Assigned task → Print the records exactly. Miss nothing.

= Beginning of Section =

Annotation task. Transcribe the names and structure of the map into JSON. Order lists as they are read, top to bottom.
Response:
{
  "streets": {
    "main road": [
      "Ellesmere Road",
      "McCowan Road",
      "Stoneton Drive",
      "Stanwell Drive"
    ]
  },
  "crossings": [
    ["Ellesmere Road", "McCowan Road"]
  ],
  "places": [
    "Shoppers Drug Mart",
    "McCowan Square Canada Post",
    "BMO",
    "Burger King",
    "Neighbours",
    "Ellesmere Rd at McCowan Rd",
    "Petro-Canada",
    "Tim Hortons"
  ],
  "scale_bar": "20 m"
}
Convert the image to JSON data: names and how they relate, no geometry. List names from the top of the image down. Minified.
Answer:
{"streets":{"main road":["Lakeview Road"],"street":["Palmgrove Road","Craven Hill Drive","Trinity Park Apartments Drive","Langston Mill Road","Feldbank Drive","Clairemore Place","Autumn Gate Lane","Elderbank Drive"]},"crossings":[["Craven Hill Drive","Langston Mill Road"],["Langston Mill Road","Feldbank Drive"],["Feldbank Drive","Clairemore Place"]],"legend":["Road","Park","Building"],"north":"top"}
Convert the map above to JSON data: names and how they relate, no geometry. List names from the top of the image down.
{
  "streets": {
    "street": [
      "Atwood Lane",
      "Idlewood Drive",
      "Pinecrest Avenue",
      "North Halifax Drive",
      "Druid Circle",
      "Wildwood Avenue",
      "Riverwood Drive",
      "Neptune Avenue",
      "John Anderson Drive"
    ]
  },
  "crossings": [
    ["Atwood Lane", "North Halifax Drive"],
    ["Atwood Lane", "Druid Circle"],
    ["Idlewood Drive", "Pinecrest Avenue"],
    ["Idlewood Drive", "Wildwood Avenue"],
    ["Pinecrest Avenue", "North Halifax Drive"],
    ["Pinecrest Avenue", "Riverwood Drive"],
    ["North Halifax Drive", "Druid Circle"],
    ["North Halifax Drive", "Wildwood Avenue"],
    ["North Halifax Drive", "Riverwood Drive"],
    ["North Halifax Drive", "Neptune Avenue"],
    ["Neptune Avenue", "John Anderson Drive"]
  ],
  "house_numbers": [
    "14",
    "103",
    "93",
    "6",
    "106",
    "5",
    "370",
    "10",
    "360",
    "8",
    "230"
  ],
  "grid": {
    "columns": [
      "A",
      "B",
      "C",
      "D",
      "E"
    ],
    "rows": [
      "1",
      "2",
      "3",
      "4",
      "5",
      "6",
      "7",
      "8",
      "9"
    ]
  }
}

= End of Section =

Response box →
Annotation task. Transcribe the names and structure of the map into JSON. Order lists as they are read, top to bottom.
Response:
{
  "streets": {
    "main road": [
      "Ellesmere Road",
      "McCowan Road",
      "Stoneton Drive",
      "Stanwell Drive"
    ]
  },
  "crossings": [
    ["Ellesmere Road", "McCowan Road"]
  ],
  "places": [
    "Shoppers Drug Mart",
    "McCowan Square Canada Post",
    "BMO",
    "Burger King",
    "Neighbours",
    "Ellesmere Rd at McCowan Rd",
    "Petro-Canada",
    "Tim Hortons"
  ],
  "scale_bar": "20 m"
}
Convert the image to JSON data: names and how they relate, no geometry. List names from the top of the image down. Minified.
Answer:
{"streets":{"main road":["Lakeview Road"],"street":["Palmgrove Road","Craven Hill Drive","Trinity Park Apartments Drive","Langston Mill Road","Feldbank Drive","Clairemore Place","Autumn Gate Lane","Elderbank Drive"]},"crossings":[["Craven Hill Drive","Langston Mill Road"],["Langston Mill Road","Feldbank Drive"],["Feldbank Drive","Clairemore Place"]],"legend":["Road","Park","Building"],"north":"top"}
Convert the map above to JSON data: names and how they relate, no geometry. List names from the top of the image down.
{
  "streets": {
    "street": [
      "Atwood Lane",
      "Idlewood Drive",
      "Pinecrest Avenue",
      "North Halifax Drive",
      "Druid Circle",
      "Wildwood Avenue",
      "Riverwood Drive",
      "Neptune Avenue",
      "John Anderson Drive"
    ]
  },
  "crossings": [
    ["Atwood Lane", "North Halifax Drive"],
    ["Atwood Lane", "Druid Circle"],
    ["Idlewood Drive", "Pinecrest Avenue"],
    ["Idlewood Drive", "Wildwood Avenue"],
    ["Pinecrest Avenue", "North Halifax Drive"],
    ["Pinecrest Avenue", "Riverwood Drive"],
    ["North Halifax Drive", "Druid Circle"],
    ["North Halifax Drive", "Wildwood Avenue"],
    ["North Halifax Drive", "Riverwood Drive"],
    ["North Halifax Drive", "Neptune Avenue"],
    ["Neptune Avenue", "John Anderson Drive"]
  ],
  "house_numbers": [
    "14",
    "103",
    "93",
    "6",
    "106",
    "5",
    "370",
    "10",
    "360",
    "8",
    "230"
  ],
  "grid": {
    "columns": [
      "A",
      "B",
      "C",
      "D",
      "E"
    ],
    "rows": [
      "1",
      "2",
      "3",
      "4",
      "5",
      "6",
      "7",
      "8",
      "9"
    ]
  }
}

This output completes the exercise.